**WORK INSTRUCTION:**
Among the lines below, which ones contain the word "controls"? Copy every such line.

**DATA:**
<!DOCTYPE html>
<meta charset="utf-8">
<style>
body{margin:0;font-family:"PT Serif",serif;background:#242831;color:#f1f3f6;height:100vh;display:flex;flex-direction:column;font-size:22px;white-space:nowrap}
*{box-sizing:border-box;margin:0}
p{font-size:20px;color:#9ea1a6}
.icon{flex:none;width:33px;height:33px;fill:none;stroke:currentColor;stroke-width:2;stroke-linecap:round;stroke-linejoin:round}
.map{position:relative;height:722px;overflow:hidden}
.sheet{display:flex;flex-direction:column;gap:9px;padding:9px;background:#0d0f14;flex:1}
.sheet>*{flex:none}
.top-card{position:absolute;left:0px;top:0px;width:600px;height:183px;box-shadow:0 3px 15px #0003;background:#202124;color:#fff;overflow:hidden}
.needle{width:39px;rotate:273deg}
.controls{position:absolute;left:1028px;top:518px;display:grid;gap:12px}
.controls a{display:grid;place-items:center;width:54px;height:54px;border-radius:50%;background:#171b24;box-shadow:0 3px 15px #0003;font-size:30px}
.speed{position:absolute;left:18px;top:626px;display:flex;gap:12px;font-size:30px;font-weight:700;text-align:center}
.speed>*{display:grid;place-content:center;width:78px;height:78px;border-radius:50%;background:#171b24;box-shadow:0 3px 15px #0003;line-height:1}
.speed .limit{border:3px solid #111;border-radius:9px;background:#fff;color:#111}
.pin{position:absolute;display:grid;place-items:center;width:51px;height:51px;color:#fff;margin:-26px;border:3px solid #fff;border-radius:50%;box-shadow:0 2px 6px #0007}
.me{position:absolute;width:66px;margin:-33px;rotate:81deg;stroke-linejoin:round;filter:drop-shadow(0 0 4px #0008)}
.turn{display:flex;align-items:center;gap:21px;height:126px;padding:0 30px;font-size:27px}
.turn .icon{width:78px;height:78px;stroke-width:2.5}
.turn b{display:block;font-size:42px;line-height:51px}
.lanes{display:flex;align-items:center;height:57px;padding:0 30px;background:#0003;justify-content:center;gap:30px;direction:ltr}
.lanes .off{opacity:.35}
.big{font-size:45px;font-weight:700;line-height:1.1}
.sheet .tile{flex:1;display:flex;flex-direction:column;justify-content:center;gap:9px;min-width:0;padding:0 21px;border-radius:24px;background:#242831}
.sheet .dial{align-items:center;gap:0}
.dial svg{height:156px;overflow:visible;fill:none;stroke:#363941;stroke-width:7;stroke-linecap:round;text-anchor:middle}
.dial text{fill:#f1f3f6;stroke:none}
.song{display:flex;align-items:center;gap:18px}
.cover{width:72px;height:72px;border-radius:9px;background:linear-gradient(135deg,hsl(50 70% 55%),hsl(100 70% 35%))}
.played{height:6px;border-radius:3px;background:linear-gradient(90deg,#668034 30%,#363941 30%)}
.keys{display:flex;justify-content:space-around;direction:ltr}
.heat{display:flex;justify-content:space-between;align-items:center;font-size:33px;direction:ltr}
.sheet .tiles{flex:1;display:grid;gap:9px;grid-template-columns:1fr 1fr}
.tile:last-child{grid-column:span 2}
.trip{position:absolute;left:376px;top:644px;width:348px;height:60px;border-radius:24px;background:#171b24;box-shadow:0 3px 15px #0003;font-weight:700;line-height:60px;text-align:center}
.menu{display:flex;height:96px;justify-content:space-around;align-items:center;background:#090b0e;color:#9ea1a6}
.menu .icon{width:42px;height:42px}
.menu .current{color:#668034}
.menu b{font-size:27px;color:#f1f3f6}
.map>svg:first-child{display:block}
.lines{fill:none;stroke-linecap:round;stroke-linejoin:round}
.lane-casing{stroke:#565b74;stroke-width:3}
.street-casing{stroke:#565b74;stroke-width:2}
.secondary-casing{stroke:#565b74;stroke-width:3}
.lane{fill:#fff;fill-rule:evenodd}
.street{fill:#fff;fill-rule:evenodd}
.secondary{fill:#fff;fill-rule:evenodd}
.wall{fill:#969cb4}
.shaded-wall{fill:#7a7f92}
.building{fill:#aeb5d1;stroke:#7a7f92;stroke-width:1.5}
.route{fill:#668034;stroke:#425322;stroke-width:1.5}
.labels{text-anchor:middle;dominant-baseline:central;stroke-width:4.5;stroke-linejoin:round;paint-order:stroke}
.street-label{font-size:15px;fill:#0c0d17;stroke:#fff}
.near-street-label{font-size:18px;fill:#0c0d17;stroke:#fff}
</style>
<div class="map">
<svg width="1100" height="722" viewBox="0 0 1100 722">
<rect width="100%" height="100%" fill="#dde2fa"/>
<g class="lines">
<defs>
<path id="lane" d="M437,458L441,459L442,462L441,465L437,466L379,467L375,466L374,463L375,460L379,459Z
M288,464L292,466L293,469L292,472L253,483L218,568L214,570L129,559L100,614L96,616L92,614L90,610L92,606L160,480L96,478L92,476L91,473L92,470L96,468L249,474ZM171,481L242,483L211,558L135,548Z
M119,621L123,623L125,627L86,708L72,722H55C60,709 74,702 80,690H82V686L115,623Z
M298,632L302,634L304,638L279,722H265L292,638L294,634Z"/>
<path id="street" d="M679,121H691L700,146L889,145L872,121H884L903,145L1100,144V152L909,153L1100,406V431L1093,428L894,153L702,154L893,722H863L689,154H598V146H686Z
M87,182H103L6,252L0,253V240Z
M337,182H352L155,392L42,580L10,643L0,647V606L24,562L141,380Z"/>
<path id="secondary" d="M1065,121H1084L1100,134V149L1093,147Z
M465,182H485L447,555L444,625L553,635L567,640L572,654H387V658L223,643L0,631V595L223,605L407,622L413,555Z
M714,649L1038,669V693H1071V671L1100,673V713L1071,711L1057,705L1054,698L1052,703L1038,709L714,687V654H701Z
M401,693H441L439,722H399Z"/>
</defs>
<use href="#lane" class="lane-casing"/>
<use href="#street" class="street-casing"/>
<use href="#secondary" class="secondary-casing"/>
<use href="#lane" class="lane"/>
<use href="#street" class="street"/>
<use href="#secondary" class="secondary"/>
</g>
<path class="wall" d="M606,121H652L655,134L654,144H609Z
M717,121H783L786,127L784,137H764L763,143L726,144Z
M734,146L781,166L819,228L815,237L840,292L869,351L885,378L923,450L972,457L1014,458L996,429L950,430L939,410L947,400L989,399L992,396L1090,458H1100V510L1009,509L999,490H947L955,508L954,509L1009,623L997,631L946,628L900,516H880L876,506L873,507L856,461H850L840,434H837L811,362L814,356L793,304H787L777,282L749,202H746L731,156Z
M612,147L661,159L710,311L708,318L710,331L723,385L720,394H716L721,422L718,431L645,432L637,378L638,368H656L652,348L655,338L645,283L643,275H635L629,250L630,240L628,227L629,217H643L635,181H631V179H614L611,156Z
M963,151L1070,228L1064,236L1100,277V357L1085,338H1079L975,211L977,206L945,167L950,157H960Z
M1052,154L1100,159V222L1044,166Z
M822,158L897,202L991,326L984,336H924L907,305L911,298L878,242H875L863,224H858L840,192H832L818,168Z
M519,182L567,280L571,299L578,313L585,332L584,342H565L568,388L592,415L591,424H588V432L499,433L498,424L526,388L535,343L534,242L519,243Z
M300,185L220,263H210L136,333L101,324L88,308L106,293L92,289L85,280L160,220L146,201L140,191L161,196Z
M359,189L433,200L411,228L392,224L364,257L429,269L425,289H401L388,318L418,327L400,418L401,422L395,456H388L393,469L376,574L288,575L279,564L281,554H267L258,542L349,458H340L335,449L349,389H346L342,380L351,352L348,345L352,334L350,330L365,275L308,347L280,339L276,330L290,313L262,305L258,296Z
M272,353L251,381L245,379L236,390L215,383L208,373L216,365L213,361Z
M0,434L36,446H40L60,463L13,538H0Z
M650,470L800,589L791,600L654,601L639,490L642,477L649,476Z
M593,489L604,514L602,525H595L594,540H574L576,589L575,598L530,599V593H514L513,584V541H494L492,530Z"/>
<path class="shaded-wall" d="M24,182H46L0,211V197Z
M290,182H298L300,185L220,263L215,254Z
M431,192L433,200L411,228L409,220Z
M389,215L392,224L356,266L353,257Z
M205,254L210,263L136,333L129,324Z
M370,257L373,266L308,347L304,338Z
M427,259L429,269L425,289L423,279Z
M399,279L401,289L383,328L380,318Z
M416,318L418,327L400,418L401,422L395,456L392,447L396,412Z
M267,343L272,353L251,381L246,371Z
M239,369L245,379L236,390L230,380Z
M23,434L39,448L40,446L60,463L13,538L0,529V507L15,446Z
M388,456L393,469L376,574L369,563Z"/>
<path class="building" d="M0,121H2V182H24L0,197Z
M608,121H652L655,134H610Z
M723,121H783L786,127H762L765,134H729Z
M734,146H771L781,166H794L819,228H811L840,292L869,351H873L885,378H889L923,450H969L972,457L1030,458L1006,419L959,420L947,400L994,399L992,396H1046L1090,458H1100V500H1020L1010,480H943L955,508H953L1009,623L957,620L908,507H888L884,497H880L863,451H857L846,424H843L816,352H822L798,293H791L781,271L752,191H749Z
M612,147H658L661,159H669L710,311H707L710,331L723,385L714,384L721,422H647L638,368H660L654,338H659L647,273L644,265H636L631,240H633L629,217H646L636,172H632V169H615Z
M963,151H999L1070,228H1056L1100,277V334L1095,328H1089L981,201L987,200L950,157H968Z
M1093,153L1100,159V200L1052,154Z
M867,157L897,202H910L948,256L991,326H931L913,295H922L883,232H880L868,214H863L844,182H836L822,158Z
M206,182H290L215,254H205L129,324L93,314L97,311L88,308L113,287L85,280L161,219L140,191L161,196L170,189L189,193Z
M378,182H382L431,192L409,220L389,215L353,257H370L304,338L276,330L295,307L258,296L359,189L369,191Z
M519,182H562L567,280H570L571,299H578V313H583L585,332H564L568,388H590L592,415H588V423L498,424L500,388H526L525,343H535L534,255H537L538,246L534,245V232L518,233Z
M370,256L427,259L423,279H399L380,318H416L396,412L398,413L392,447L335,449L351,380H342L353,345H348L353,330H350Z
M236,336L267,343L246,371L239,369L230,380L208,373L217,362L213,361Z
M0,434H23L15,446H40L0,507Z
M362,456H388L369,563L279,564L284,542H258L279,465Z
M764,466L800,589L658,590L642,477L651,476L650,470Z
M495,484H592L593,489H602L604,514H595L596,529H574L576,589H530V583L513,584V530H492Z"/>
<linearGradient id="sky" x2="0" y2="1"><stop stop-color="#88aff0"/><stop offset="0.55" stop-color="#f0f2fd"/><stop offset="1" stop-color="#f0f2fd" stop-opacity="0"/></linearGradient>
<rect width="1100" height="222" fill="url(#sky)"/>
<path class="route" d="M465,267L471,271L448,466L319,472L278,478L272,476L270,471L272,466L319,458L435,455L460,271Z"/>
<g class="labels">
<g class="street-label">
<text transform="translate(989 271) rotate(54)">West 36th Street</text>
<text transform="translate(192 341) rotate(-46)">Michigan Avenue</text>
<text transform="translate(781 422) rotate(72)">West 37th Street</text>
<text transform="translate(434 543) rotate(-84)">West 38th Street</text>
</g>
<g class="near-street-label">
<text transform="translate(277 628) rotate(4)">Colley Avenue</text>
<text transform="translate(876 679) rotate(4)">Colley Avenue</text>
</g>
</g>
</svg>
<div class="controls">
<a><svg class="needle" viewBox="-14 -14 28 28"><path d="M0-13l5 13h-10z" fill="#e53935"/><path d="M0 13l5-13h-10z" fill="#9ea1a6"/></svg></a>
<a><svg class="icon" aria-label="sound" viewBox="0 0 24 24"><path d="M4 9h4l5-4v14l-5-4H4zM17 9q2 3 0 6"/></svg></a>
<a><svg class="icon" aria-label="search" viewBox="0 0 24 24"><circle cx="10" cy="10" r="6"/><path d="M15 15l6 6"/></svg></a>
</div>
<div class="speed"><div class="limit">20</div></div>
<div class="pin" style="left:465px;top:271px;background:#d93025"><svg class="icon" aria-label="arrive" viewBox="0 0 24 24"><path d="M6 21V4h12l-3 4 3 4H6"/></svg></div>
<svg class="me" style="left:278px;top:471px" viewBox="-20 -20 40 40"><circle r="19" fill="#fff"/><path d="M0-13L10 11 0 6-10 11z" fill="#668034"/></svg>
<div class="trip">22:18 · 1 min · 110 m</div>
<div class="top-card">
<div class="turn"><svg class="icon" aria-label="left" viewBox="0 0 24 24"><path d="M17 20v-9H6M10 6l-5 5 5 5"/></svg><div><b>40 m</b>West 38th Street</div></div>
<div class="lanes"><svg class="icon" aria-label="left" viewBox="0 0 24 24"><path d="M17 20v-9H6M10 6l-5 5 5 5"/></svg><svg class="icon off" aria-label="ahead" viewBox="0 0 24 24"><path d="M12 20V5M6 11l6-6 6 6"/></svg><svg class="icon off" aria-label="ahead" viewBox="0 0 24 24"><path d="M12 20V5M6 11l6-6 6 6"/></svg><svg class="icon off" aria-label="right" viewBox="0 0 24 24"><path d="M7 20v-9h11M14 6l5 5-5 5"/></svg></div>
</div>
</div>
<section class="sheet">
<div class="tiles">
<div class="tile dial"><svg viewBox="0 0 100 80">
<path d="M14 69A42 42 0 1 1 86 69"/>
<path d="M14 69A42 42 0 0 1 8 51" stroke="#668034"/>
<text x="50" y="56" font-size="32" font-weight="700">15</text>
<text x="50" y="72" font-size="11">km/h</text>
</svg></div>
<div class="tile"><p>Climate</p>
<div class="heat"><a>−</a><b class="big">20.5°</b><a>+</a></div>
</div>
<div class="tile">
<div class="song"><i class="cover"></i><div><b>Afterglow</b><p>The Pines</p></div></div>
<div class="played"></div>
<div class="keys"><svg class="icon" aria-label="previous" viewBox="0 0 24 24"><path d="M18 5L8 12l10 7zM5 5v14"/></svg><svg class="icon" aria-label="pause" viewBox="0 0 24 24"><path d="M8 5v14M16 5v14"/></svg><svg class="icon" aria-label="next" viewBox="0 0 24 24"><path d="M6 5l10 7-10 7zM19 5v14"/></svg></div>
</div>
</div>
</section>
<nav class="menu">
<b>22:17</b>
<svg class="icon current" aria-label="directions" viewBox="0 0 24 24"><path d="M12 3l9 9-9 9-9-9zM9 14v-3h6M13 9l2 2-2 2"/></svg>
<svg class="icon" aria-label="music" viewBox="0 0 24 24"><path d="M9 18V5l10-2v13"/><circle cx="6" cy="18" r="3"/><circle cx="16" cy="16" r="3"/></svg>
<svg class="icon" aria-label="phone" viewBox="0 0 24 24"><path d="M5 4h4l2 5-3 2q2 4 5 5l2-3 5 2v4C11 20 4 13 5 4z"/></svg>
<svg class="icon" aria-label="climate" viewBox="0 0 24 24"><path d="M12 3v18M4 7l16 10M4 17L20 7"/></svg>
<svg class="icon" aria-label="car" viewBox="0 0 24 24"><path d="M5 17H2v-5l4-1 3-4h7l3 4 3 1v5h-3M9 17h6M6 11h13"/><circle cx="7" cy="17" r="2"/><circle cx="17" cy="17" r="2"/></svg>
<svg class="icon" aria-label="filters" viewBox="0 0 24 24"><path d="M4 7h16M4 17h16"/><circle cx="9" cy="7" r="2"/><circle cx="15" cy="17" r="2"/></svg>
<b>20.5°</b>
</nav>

**YOUR RESPONSE:**
.controls{position:absolute;left:1028px;top:518px;display:grid;gap:12px}
.controls a{display:grid;place-items:center;width:54px;height:54px;border-radius:50%;background:#171b24;box-shadow:0 3px 15px #0003;font-size:30px}
<div class="controls">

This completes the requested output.